Question

If $\sin \left( {{\sin }^{-1}}\dfrac{1}{5}+{{\cos }^{-1}}x \right)=1$ , then find the value of x.

Answer 1

Hint: At first write the value of 1 as $\sin \dfrac{\pi }{2}$ . Then compare the expression to write expression of ${{\sin }^{-1}}\left( \dfrac{1}{5} \right)+{{\cos }^{-1}}x$ as \[\dfrac{\pi }{2}\] . Then rewrite the given expression as ${{\sin }^{-1}}\left( \dfrac{1}{5} \right)={{\sin }^{-1}}x$ . Hence find x.

Complete step-by-step answer:
In the question we are given an equation $\sin \left( {{\sin }^{-1}}\dfrac{1}{5}+{{\cos }^{-1}}x \right)=1$ and we have to solve and find the value of x.

Before proceeding let us know what are inverse trigonometric functions. Inverse trigonometric functions are functions that are inverse functions of trigonometric functions. Specifically they are inverses of sine, cosine, tangent, cotangent, secant, cosecant functions, and are used to obtain an angle from any of the angles' trigonometric ratios.

These are certain notations which are used. Some of the most common notation is using arc $\sin \left( x \right)$ , arc $\cos \left( x \right)$ , arc $\tan \left( x \right)$ instead of ${{\sin }^{-1}}\left( x \right)$ , ${{\cos }^{-1}}\left( x \right)$ and ${{\tan }^{-1}}\left( x \right)$ . These arise from geometric relationships. When measuring in radius, an angle $\theta $ radius will correspond to an arc whose length is r $\theta $ , where r is radius of circle. Thus in the unit circle, “the arc whose cosine is x” is the same as “the angle whose cosine is x”, and the length of the arc of the circle in radii is the same as the measurement of angle in radius.

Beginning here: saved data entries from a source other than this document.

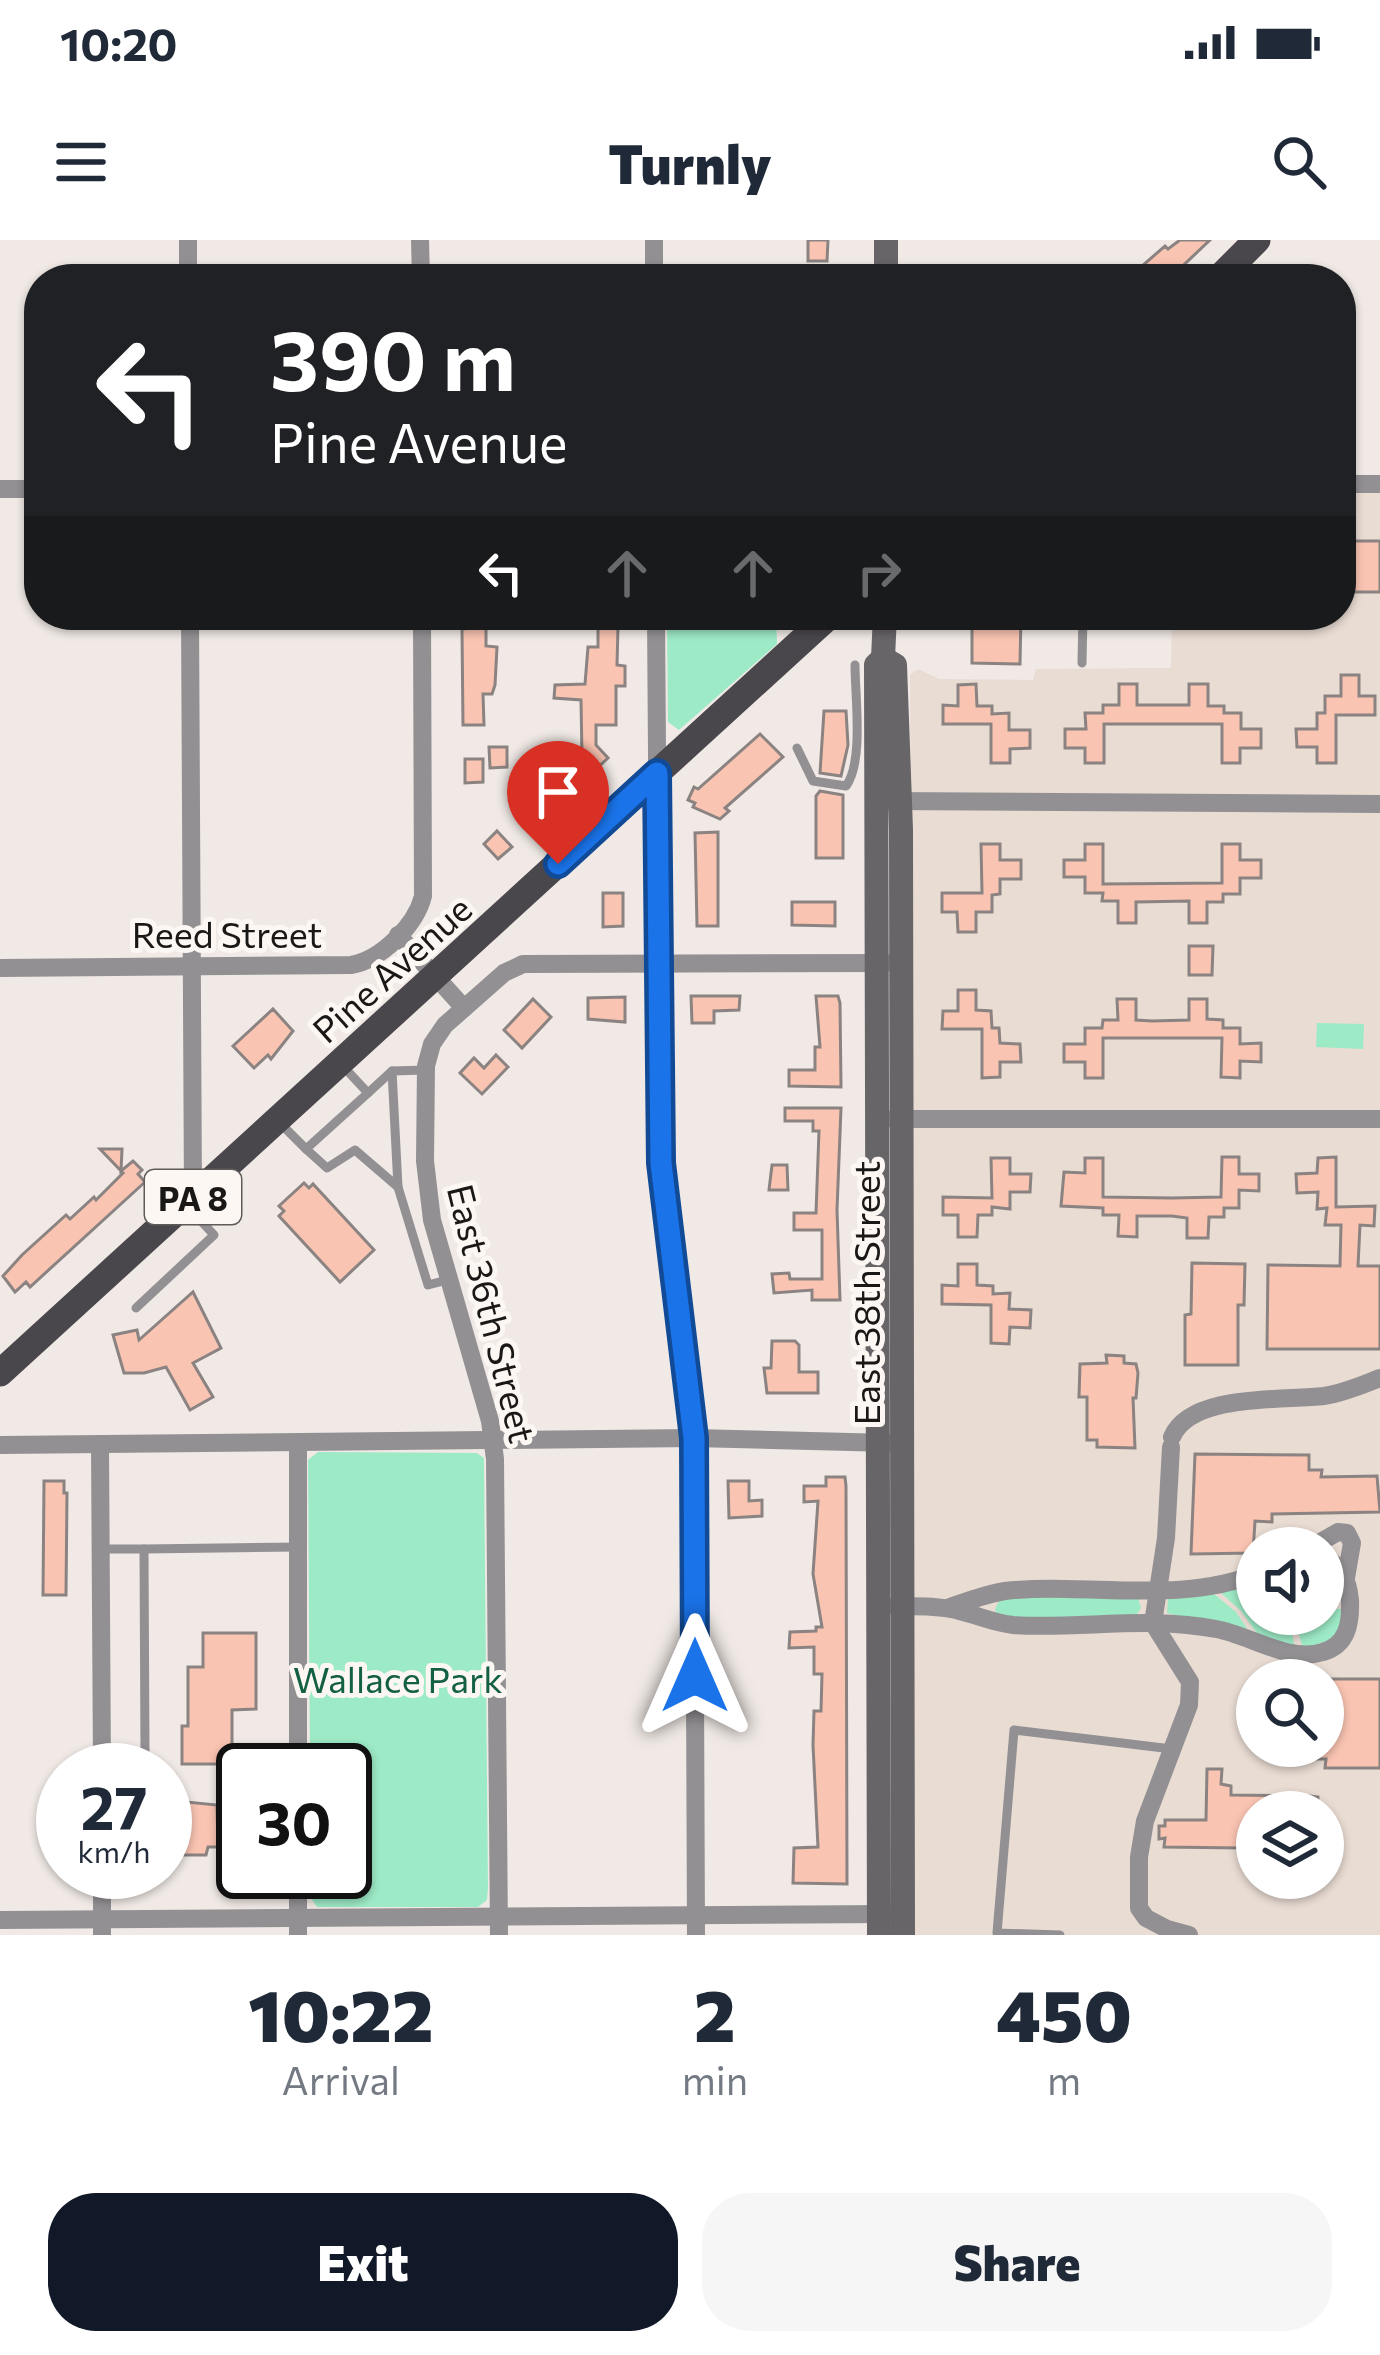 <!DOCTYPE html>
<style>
body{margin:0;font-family:Commissioner,sans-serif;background:#f6f6f7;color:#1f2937;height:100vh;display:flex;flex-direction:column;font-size:45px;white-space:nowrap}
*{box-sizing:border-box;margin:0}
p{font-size:39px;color:#747a83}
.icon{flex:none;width:66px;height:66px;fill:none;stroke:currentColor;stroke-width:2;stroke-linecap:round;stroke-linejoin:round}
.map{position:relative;height:1695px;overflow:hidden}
.details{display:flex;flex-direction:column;background:#fff;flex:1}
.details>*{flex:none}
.guide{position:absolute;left:24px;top:24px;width:1332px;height:366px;border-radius:48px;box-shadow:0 3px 9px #0004;background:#202124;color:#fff;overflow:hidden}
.controls{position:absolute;left:1236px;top:1287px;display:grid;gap:24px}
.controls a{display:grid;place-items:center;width:108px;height:108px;border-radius:50%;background:#fff;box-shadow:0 3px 9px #0004;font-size:60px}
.speed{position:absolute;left:36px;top:1503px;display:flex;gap:24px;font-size:60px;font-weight:700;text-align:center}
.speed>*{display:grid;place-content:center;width:156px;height:156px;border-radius:50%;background:#fff;box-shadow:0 3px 9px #0004;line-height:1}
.speed small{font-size:30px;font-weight:400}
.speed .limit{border:6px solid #111;border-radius:18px;background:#fff;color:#111}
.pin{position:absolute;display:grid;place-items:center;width:102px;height:102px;color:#fff;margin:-123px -51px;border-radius:50% 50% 50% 0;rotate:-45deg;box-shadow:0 0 12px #0007}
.pin .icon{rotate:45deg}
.me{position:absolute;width:132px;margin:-66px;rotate:0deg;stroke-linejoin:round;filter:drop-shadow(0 0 9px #0008)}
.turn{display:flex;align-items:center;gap:42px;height:252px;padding:0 48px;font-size:54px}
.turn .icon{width:156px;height:156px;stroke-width:2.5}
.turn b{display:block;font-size:84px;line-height:102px}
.lanes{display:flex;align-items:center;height:114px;padding:0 48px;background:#0003;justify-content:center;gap:60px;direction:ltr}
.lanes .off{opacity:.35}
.eta{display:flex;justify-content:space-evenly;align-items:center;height:204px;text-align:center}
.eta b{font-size:72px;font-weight:800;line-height:84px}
.primary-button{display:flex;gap:24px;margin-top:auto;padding:24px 48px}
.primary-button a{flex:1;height:138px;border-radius:48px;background:#111827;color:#fff;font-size:48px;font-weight:800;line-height:138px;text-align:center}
.primary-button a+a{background:#f6f6f7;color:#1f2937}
.status{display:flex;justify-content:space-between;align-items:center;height:84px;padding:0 60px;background:#fff;direction:ltr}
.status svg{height:33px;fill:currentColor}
header{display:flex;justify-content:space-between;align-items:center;height:156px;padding:0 48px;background:#fff;font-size:54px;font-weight:800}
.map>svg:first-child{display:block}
.built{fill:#e9dcd3;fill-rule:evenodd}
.green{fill:#9deac6}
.building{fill:#fac4b2;stroke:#8a8381;stroke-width:3}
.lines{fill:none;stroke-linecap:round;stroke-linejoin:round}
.lane{stroke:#929093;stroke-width:9}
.street{stroke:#929093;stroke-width:18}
.secondary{stroke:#686569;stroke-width:24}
.primary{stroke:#4a474c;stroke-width:27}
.route-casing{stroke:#114b97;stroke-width:30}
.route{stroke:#1a73e8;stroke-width:21}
.labels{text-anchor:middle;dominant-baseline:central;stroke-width:10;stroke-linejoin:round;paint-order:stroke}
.shield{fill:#fdf7f3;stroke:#5e5b59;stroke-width:3}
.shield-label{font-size:33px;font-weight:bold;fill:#1a1817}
.street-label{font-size:36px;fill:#1a1817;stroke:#fdf7f3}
.park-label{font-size:36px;fill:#146044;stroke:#fdf7f3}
</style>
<div class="status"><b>10:20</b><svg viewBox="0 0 49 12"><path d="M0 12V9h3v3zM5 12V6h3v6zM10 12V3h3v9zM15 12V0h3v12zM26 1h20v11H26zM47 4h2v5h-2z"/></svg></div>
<header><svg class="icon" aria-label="menu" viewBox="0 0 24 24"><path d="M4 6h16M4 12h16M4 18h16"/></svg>Turnly<svg class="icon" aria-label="search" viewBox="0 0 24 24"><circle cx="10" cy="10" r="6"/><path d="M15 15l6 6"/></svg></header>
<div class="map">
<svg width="1380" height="1695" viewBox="0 0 1380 1695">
<rect width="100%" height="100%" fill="#f0e9e5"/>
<path class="built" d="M1341,251L1380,252V1695H912L910,435L918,429L939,439L1033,440L1036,429L1171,428L1172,375H1341ZM1257,1308H1323V1374H1257ZM1257,1440H1323V1506H1257ZM1257,1572H1323V1638H1257Z"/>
<g class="green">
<path d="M286,28V32H307V39H201V29Z"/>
<path d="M667,375H776L777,404L679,490L668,482Z"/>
<path d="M1317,783L1364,784L1363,809L1316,807Z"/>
<path d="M318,1212L477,1213L484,1218L488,1647L487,1660L478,1667H317L311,1658V1632H345V1530H310L308,1220Z"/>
<path d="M1257,1341V1374H1288L1295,1408L1259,1396L1241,1371L1219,1351Z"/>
<path d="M1214,1354L1236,1372L1250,1393L1167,1373L1168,1359Z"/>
<path d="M1001,1357L1138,1358L1141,1368L1135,1377L1010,1380L997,1376L995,1369Z"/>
<path d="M1334,1369H1341L1342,1386L1335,1399L1303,1409L1298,1391L1318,1386Z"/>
</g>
<g class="building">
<path d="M808,0H828L827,21H808Z"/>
<path d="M1180,0H1210L1171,37L1167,32L1160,39H1134L1145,29L1142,26L1165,6L1168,9Z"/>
<rect x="1341" y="301" width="39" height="51"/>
<path d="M972,375H1021L1020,424L972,423Z"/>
<path d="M486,387V406L497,407L495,445L492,454H483L484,485H463L462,389Z"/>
<path d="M598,387H618L617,425L625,426V446H616V485H596V505L608,518L540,581L522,565L542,543L538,539L573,507L582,517L581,460L554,458L555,445L585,444L588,407H598Z"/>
<path d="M1341,435H1359V456H1375V475H1336V523H1317V507H1297L1296,489H1317V473H1325V456H1341Z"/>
<path d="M976,444L977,466H992V474L1009,473V490H1030V508L1010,509V523H991V484H943V465L958,466V445Z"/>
<path d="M1119,444H1137V465H1189V444H1208V466H1224V473H1241V489H1261V508H1240V523H1222V484H1104V523H1085V508H1065V489H1086L1085,473H1103V465H1119Z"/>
<path d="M824,471H846L848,505L841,536L820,533Z"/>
<path d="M760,494L783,517L725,568L729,571L720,579L693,567L695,563L688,560L694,547L698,549Z"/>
<path d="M489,507H507V527L490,528Z"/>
<path d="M465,519H483V542L465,543Z"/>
<path d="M820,551L843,555V618H816V556Z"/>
<path d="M497,591L512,607L498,619L484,604Z"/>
<path d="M718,592V686H697L695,593Z"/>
<path d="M981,604H1000V620H1021V639H1000V654L992,655V672H976V692H958L957,672H942V653H982Z"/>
<path d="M1085,604H1103V644L1222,643V604H1240V620H1261V638H1240V654H1223V662H1207V683H1189V661L1136,662V683H1118V661H1102L1103,653H1085V637H1064V620H1085Z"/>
<path d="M603,653H623V686L603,687Z"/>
<path d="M792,662H835V686L792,685Z"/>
<path d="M1189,706H1213L1212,735H1189Z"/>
<path d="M958,750H976V770L991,771L992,788H999L1000,803L1020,804L1021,822H1000V837L982,838V789H942L943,771H958Z"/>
<path d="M691,756H740L739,770L714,771V783H692Z"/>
<path d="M816,756H838L840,763L841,847L789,846V830H815V807H820Z"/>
<path d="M625,757V782L588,779V758Z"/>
<path d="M533,759L551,777L522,808L504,790Z"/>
<path d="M1117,759H1136V780L1152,781L1189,780V759H1207V779L1223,780V788H1240V804L1261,803V822L1240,821V838L1221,837L1222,798H1103V838H1085V822H1064V804H1085V788H1102L1103,780H1118Z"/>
<path d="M273,769L293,791L271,819L268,815L254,828L233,806Z"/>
<path d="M496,815L508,827L482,854L460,833L474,818L484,828Z"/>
<path d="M785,868H841L837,970L840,1060H812V1050L774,1053L772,1034L789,1033L790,1039H822V990H794V973H816L819,891H813V881H785Z"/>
<path d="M100,909H122L121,931L133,921L142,930L138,934L145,942L30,1047L26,1042L15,1052L3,1036L22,1015L66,975L70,979L94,957L96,960L123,933Z"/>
<path d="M1222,917H1239V934H1259V951L1239,950V968H1224V977H1209L1208,998H1187V978L1172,976H1137V997L1118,996L1119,975H1103V968L1061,966L1064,932L1085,933V918H1103V957L1172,958L1221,957Z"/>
<path d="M1336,917V967L1375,966L1374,986L1360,985L1358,1026H1380V1109H1267L1268,1025L1340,1026L1341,985H1325L1327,968L1317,969L1318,952L1297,953L1296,934L1317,933L1318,918Z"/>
<path d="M991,918H1010V934H1031L1030,952H1010V969L992,967V975H978L977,997H958V975H943V957L992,958Z"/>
<path d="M772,925H787L788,950H769Z"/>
<path d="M304,943L309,948L313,944L374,1010L340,1042L279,976L284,971L279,966Z"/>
<path d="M1192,1023L1245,1024L1244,1065H1238V1125H1185V1075L1191,1074Z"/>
<path d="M958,1024H977V1045L993,1046V1054L1010,1053L1009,1069L1031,1070L1030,1088L1010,1087L1009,1104L991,1103V1065L942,1064V1045L958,1046Z"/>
<path d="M193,1052L221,1108L193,1123L213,1157L190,1170L166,1127L144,1133H124L113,1095L137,1090L139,1100Z"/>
<path d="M772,1101H795L799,1105V1132H818V1153H767L764,1128H771Z"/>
<path d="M1106,1115L1124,1116V1123L1136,1124L1138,1133L1136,1158H1133L1135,1208L1097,1207V1200H1087V1157H1079L1080,1124L1107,1123Z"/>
<path d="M1195,1214L1309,1215V1230H1322L1321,1237L1377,1236L1380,1272L1272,1274V1282L1255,1281L1253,1313L1191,1314Z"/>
<path d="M826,1237H845L846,1246L847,1644L793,1643L794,1608L818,1607L813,1505L814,1471H821L822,1434H814V1407L789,1408L790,1392L816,1391V1387H822L813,1334L818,1261L804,1262V1246H826Z"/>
<path d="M44,1241H64V1253H67L66,1355H43Z"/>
<path d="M728,1241H749V1261L762,1260V1276L729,1278Z"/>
<path d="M203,1393H256V1469L232,1470V1524H182V1486H188V1427H203Z"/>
<path d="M1323,1439H1380V1528H1325L1326,1519H1309V1506H1323Z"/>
<path d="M1207,1529H1222L1221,1544L1231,1546V1555L1310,1556L1318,1557L1317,1572H1257V1584L1243,1583L1242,1608L1164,1607L1165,1598L1159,1599V1586H1165V1580H1206Z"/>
<path d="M165,1536H175L176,1561L217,1565L218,1607H208L206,1615H165Z"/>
</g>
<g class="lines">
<g class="lane">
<path d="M932,39C951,30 996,26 1014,39"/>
<path d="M1082,423L1083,375"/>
<path d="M797,508L813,541L846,546C864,522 855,456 855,425"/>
<path d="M392,831L398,947L428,1045L447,1040"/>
<path d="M368,853L392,831L426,830"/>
<path d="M281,884L306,909L368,853L341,824"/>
<path d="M306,909L327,928L355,910L398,947"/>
<path d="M136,1068L214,995L189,968"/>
<path d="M101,1309H144L145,1515L130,1521L102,1519"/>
<path d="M144,1309L298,1307"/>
<path d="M1060,1695L997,1693L1014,1490L1172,1509"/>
</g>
<g class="street">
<path d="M188,0V39"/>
<path d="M420,0L421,39"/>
<path d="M654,0V39"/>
<path d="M1341,244H1380"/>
<path d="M0,249H39"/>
<path d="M190,375L193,957"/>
<path d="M656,375L660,923L694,1198L696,1695"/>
<path d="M887,561L1380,564"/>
<path d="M398,695L464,768"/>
<path d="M0,728L351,725C381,720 416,685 423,656L422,375"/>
<path d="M893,879H1380"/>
<path d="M1172,1197C1191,1153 1282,1161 1324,1156C1344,1153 1362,1145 1380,1138"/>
<path d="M0,1205L694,1198L889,1203"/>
<path d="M100,1205L102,1530"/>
<path d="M1171,1207L1166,1298L1153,1383L1190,1442L1189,1465L1145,1581L1139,1617V1668L1146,1678L1167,1689L1189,1695"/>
<path d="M1310,1308L1338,1292L1347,1293L1352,1303L1346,1338"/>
<path d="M895,1366C916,1367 939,1365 959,1371C977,1375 994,1383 1013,1385C1081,1389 1149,1376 1216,1389C1250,1395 1289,1423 1323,1412C1347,1405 1351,1384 1350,1360C1348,1339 1341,1326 1323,1316"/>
<path d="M950,1367C968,1361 986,1354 1005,1351C1085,1342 1182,1365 1257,1333"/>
<path d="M298,1530V1203"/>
<path d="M298,1632V1695"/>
<path d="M0,1680L889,1674"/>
<path d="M102,1695V1632"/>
<path d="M499,1695L495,1219L490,1181L432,980L425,921L426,826L432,804L445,785L504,733L523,724L886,723"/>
</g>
<g class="secondary">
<path d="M886,0V39"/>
<path d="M883,418L895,425L901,590L903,1695"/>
<path d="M879,1695L876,425L883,418L885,375"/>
</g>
<g class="primary">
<path d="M1218,39L1257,0"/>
<path d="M0,1133L830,375"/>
</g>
</g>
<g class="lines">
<defs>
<path id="route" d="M558,624L657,533L661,923L694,1198L695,1436"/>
</defs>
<use href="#route" class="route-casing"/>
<use href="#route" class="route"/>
</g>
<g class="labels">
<rect class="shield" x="145" y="930" width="96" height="54" rx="9"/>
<g class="shield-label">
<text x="193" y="957">PA 8</text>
</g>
<g class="street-label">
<text x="227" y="693">Reed Street</text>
<text transform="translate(391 728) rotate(-42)">Pine Avenue</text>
<text transform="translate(865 1053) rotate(-90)">East 38th Street</text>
<text transform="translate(493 1073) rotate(76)">East 36th Street</text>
</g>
<g class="park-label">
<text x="398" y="1438">Wallace Park</text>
</g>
</g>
</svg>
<div class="controls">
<a><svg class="icon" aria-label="sound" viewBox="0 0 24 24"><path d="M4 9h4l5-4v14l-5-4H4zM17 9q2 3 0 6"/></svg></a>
<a><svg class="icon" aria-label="search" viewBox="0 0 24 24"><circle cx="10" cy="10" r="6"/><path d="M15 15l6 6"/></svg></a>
<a><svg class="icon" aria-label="layers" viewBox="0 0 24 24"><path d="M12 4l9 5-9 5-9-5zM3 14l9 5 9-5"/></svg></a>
</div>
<div class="speed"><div>27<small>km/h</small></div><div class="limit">30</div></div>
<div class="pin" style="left:558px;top:624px;background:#d93025"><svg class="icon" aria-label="arrive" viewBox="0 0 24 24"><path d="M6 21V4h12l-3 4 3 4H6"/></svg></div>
<svg class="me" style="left:695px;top:1436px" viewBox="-20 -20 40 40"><path d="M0-17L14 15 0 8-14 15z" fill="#1a73e8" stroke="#fff" stroke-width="4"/></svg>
<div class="guide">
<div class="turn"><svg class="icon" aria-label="left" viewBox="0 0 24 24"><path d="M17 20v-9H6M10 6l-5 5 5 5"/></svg><div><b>390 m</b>Pine Avenue</div></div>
<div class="lanes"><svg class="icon" aria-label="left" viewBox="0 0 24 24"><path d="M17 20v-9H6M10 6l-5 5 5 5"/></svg><svg class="icon off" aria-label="ahead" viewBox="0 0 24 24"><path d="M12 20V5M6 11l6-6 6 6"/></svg><svg class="icon off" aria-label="ahead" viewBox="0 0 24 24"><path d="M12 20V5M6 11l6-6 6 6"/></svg><svg class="icon off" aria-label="right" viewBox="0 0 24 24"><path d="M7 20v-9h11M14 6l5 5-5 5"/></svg></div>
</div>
</div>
<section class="details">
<div class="eta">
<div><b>10:22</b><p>Arrival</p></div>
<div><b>2</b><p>min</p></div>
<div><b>450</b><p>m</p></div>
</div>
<div class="primary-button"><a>Exit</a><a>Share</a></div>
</section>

So we are given equation as –

 $\sin \left( {{\sin }^{-1}}\dfrac{1}{5}+{{\cos }^{-1}}x \right)=1$ .

We know that the value of $\sin \dfrac{\pi }{2}=1$ .So we can rewrite the equation as –

$\sin \left( {{\sin }^{-1}}\left( \dfrac{1}{5} \right)+{{\cos }^{-1}}x \right)=\sin \dfrac{\pi }{2}$ .

So on comparing we can say that the value of expression ${{\sin }^{-1}}\left( \dfrac{1}{5}

\right)+{{\cos }^{-1}}x$ is $\dfrac{\pi }{2}$ .

So, we can write it as,

${{\sin }^{-1}}\left( \dfrac{1}{5} \right)+{{\cos }^{-1}}x=\dfrac{\pi }{2}$ .

We know a identity that ${{\sin }^{-1}}\left( x \right)+{{\cos }^{-1}}\left( x \right)$ is equal to $\dfrac{\pi }{2}$. So, we can write ${{\cos }^{-1}}x$ as $\left( \dfrac{\pi }{2}-{{\sin }^{-1}}x \right)$. Hence we can write equation as –

${{\sin }^{-1}}\left( \dfrac{1}{5} \right)+\dfrac{\pi }{2}-{{\sin }^{-1}}x=\dfrac{\pi }{2}$ .

Hence, on simplification we can write the equation as –

${{\sin }^{-1}}\left( \dfrac{1}{5} \right)={{\sin }^{-1}}\left( x \right)$ .

Now on comparing we can say that the value of x is $\dfrac{1}{5}$ .

So the answer is $\dfrac{1}{5}$.



Note: We can do this problem just by visualizing. We know that the value of $\sin \dfrac{\pi }{2}$ is 1, so, we can say that the value of ${{\sin }^{-1}}\left( \dfrac{1}{5} \right)+{{\cos }^{-1}}x$ is $\dfrac{\pi }{2}$ . We know the identity ${{\sin }^{-1}}x+{{\cos }^{-1}}x=\dfrac{\pi }{2}$ . So, on comparing we can say that x is also $\dfrac{1}{5}$.